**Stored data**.
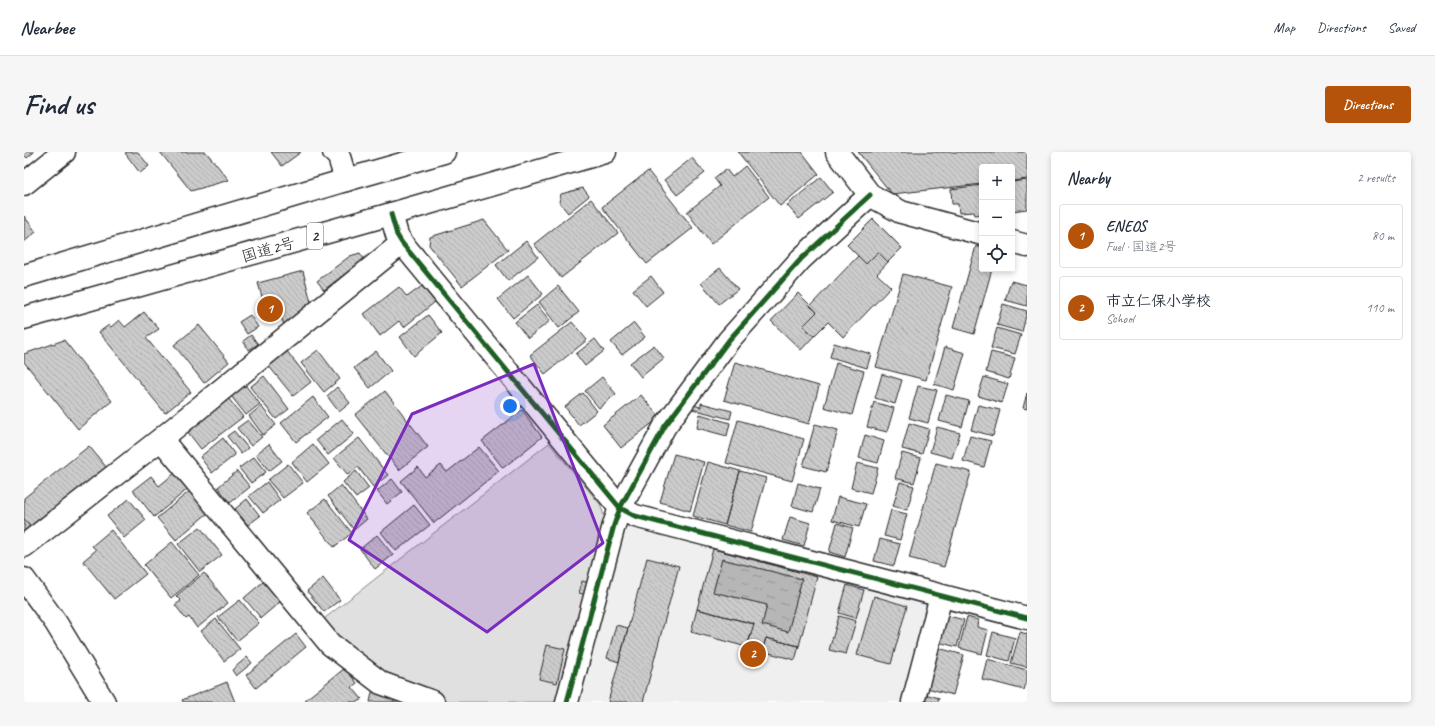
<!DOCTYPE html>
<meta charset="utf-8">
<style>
body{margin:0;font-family:Caveat,"Klee One",sans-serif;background:#f6f6f7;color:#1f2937}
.controls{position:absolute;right:12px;top:12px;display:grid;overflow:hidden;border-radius:4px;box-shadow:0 2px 6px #0003}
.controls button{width:36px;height:36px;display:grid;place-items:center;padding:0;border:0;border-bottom:1px solid #e0e1e3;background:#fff;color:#1f2937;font:20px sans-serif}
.you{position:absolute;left:486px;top:254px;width:14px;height:14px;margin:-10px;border:3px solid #fff;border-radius:50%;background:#1a73e8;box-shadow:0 0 0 6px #1a73e833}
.badge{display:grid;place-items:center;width:26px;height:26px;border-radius:50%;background:#b45309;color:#fff;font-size:13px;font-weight:700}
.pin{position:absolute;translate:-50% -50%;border:2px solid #fff;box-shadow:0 1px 4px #0006}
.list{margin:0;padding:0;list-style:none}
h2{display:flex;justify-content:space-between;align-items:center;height:52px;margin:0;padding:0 16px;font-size:17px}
h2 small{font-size:13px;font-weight:400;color:#747a83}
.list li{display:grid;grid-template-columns:26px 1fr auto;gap:12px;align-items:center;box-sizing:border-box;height:64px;margin:0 8px 8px;padding:0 8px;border:1px solid #e0e1e3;border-radius:4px}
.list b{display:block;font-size:15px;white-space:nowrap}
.list p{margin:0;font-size:13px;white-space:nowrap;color:#747a83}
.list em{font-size:13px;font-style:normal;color:#747a83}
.icon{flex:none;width:22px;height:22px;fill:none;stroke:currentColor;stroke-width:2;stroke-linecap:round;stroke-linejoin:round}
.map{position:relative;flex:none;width:1003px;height:550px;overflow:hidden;border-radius:4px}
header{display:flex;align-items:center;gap:24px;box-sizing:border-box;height:56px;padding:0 20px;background:#fff;border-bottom:1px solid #e0e1e3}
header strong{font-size:19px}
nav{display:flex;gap:22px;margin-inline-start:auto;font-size:14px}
.intro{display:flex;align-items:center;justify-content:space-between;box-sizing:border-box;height:96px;padding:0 24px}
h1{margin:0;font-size:28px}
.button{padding:10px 18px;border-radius:4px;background:#b45309;color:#fff;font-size:14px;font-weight:700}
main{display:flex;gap:24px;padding:0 24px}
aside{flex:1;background:#fff;border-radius:4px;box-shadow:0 2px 6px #0003}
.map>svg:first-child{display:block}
.built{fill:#efefef}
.green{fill:#e0e0e0;stroke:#868686}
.water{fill:url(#water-ripples);stroke:#7e7e7e}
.building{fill:url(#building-back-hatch);stroke:#2b2b2b;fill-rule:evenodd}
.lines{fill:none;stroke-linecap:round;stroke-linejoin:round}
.minor-casing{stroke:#2b2b2b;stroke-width:25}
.trunk-casing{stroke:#2b2b2b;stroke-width:25}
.minor{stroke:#fff;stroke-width:22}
.trunk{stroke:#fff;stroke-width:22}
.cycleway-casing{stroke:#fff;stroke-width:8}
.cycleway{stroke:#1b5e20;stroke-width:5}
.marked{fill:#7b2cbf;fill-opacity:0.2;stroke:#7b2cbf;stroke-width:3;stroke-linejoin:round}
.labels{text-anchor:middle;stroke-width:3;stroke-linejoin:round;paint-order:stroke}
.shield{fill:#fff;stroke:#6b6b6b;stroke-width:1}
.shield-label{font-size:15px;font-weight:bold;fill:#2b2b2b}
.street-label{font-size:16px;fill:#2b2b2b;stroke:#fff}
</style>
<header>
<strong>Nearbee</strong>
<nav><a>Map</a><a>Directions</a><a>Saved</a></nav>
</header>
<div class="intro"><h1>Find us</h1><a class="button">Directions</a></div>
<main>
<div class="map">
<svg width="1003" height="550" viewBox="0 0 1003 550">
<defs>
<pattern id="water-ripples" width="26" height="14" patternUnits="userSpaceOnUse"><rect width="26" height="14" fill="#b6b6b6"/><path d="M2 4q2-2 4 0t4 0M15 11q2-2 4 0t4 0" fill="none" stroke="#949494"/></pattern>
<pattern id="building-back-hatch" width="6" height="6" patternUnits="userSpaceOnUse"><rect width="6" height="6" fill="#cbcbcb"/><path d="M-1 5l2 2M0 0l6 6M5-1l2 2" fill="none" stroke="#aeaeae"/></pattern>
</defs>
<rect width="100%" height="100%" fill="#fff"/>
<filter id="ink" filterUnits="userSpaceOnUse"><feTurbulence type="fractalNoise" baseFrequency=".025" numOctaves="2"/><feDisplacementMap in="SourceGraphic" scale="8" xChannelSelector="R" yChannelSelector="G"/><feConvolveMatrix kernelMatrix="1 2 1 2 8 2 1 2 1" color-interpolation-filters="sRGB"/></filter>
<g filter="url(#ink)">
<path class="built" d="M604,371L908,453L882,550H551L596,375Z"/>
<path class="green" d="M525,291L576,352L584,375L537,550H429L417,547L365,527L296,470Z"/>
<path class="water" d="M698,407L778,427L764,480L738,473L743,453L689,440Z"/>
<path class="building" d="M0,0H10L3,6L0,3Z
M103,0H114L125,14L116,21L101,1Z
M136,0H182L205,28L167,39Z
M247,0H277L258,14Z
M714,0H778L795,22L756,54Z
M834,0H1003V27L988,29V15H958V32L868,42Z
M668,6L681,21L653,43L640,28Z
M721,14L745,45L687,92L663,60L696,34L690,26L702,17L708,25Z
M624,19L669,76L623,112L578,55Z
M797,25L809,40L775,67L763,53Z
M1003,28V57L988,59V30Z
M958,33V62L951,63L950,60L935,61L934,52H928L927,37Z
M559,36L565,44L544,61L535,50L537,42Z
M567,47L594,81L537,126L510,92Z
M0,64L12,80L0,90Z
M849,67L878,96L864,110L854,100L842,112L823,93Z
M460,68L484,98L438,134L405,93L406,85Z
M502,89L514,105L484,129L472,113Z
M952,94L958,96V117H968L950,182L929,176Z
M854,100L864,110L853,122L867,135L819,185L804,170L790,184L779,174L793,160L786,154L834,104L842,112Z
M336,101L340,107L300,138L293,129L326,104Z
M696,116L714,137L695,152L677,131Z
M279,119L287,150L260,173L257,165L245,169L234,131Z
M879,122L928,135L902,228L852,215Z
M504,123L519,142L489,166L474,147Z
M627,124L639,140L622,154L609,138Z
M987,129L1003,133V154L981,148Z
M398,134L411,150L380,175L375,169L356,184L340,162L375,135L383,145Z
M534,134L555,160L535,176L515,150Z
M774,141L793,160L779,174L790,184L777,198L747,169Z
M979,152L1003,159L998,180L973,173Z
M513,153L526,169L504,186L491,170Z
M120,160L135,177L122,186L167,240L141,261L75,180L85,173L87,175L95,168L101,175Z
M226,163L234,175L223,182L215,170Z
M404,163L418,181L390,204L376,185Z
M548,170L563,188L521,222L506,203Z
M610,171L621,185L598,203L587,190Z
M175,173L205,210L180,231L150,193Z
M973,176L997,183L991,202L967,196Z
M227,183L234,192L225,198L219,189Z
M571,187L580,199L561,214L552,202Z
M40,188L88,249L54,277L0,210V202Z
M810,191L847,202L843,216L806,205Z
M630,193L640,206L617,225L606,211Z
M921,195L941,201L930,238L910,232Z
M262,198L287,230L269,244L244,213Z
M294,198L316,227L300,240L277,211Z
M352,199L367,219L346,236L330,216Z
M967,200L991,206L985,227L962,220Z
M711,210L795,234L785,272L700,248Z
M812,211L840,219L828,263L800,255Z
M858,222L878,228L871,252L851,246Z
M240,224L265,257L252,267L226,235Z
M578,225L592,242L575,256L561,239Z
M960,225L984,232L978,251L954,244Z
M221,233L236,252L222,263L207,244Z
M894,234L913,238L904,271L885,266Z
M313,235L326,251L315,260L303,244Z
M361,239L404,295L375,318L331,263Z
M559,241L573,259L555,273L541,255Z
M1003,241V257L999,256Z
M617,243L636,265L597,296L579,273Z
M922,243L945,249L938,275L915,269Z
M289,245L304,265L272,290L257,271Z
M204,246L219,265L177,297L163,279Z
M850,250L870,256L863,280L843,275Z
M677,251L708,259L706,267L668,257L669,253L677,255Z
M954,253L976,258L969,284L947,278Z
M237,254L252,273L239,283L225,264Z
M498,258L518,285L479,316L458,289Z
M676,262L706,271L703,284L673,276Z
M318,267L330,282L304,303L292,288Z
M224,268L238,285L227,294L213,276Z
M714,268L780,287L768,329L702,311Z
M885,271L905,277L898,302L878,297Z
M791,272L814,278L802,320L779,314Z
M913,275L936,281L928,306L906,300Z
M210,279L224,296L217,302L203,284Z
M841,283L860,289L854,311L835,306Z
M946,284L967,289L960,315L939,309Z
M199,286L211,303L188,321L176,305Z
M335,286L364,323L349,335L334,315L324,323L310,306Z
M245,292L258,309L245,319L232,302Z
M289,292L305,312L283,330L268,310Z
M65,294L83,316L8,377L0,367V346Z
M455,295L475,319L410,371L377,329L394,315L401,325L417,313L423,320Z
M878,301L897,306L890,331L871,326Z
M650,302L680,310L666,359L636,350Z
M230,305L242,320L227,331L215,316Z
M684,310L716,319L701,373L669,364Z
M833,311L854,316L847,341L827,336Z
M912,311L947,320L920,415L885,406Z
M264,312L279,331L259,346L244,328Z
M213,319L226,335L206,351L194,335Z
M332,319L345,336L332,346L319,330Z
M716,319L742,326L727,380L701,373Z
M152,320L165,336L130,365L109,338L127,324L135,334Z
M368,327L378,340L363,352L353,339Z
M243,330L256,348L239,361L225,344Z
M876,330L890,334L883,358L869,354Z
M774,331L796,337L789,360L768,354Z
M317,333L343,367L330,378L304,344Z
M167,338L185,360L152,388L133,366Z
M814,345L842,352L835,375L808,368Z
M105,347L122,368L100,386L83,364Z
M223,347L236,364L224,373L211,357Z
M301,347L328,381L310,395L283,361Z
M390,353L406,373L372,399L357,380Z
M867,358L883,362L876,388L860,384Z
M766,365L786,371L780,394L759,388Z
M0,367L8,377L0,383Z
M813,371L829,376L821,405L805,400Z
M176,375L198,403L176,420L154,392Z
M87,378L122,422L90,447L59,409L72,398L68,394Z
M353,383L369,403L351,417L336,397Z
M856,387L876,392L870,414L850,409Z
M148,390L175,423L147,446L120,413Z
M689,397L793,425L775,494L742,486L738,499L723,495L730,472L673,457ZM698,407L778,427L764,480L738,473L743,453L689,440Z
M623,406L655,414L619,550H584Z
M180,421L204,451L173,476L165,465L162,467L151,453L157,449L152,444Z
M299,426L316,448L300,460L283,439Z
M240,429L257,449L237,466L220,446Z
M558,429L566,431L563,443L555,441Z
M823,433L840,438L832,466L815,461Z
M850,444L883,454L867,512L833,503Z
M216,448L235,471L213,489L194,465Z
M673,457L730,472L723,495L667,480Z
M921,463L940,468L933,495L914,490Z
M815,464L832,469L822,502L805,498Z
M943,465L954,468L953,475L964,478L958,502L935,496Z
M192,467L216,497L200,509L177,479Z
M592,473L604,476L595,510L583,506Z
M969,480L991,486L985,509L963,503Z
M996,480L1003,482V515L987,511Z
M272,482L282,495L232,536L222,523Z
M742,486L775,494L771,508L738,499Z
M523,493L541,497L533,531L515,527Z
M914,496L940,503L929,543L903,536Z
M223,505L228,511L212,524L208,518Z
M963,507L1003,518V528L1000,538L958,527Z
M321,516L333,531L328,535L338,547L334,550H283L281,548Z
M203,530L211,550H159L158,548Z
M349,536L377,550H346Z
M901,542L915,546L914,550H899Z"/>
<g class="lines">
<g class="minor-casing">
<path id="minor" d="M310,0L315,5L322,28
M813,0L846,43L877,60L958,82
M0,32L40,0
M367,62L373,83L378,91L596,356L611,364L1003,466
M988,90L1003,94
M137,287L306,492L357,531L409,550
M0,394L137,287L378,91
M0,427L32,471L80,550
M543,550L590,373L596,356L641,274L705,188L777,107L846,43
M889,550L917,444"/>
</g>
<g class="trunk-casing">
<path id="trunk" d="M0,124L322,28L420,0
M0,166L367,62L581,0"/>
</g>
<use href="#minor" class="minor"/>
<use href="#trunk" class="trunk"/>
<g class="cycleway-casing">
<path id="cycleway" d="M367,62L373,83L378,91L596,356L611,364L1003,466
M543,550L590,373L596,356L641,274L705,188L777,107L846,43"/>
</g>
<use href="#cycleway" class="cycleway"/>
</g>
</g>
<path class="marked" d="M510,212L579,391L463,480L325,388L388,262Z"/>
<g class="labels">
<rect class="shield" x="283" y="71" width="16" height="26" rx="3"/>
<g class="shield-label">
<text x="291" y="89">2</text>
</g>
<g class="street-label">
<text transform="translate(244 97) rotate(-16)" y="6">国道2号</text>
</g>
</g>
</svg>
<div class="controls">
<button>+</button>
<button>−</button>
<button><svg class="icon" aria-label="locate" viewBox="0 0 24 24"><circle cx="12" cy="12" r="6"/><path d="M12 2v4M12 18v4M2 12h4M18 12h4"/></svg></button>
</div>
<div class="you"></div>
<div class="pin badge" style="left:246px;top:157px">1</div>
<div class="pin badge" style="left:729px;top:502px">2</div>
</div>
<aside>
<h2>Nearby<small>2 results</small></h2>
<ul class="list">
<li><span class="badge">1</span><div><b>ENEOS</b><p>Fuel · 国道2号</p></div><em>80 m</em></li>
<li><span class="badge">2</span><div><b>市立仁保小学校</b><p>School</p></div><em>110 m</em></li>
</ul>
</aside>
</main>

**Your objective**. Among the lines above, find the ones containing "Directions" and copy them.

**Answer for the task**.
<nav><a>Map</a><a>Directions</a><a>Saved</a></nav>
<div class="intro"><h1>Find us</h1><a class="button">Directions</a></div>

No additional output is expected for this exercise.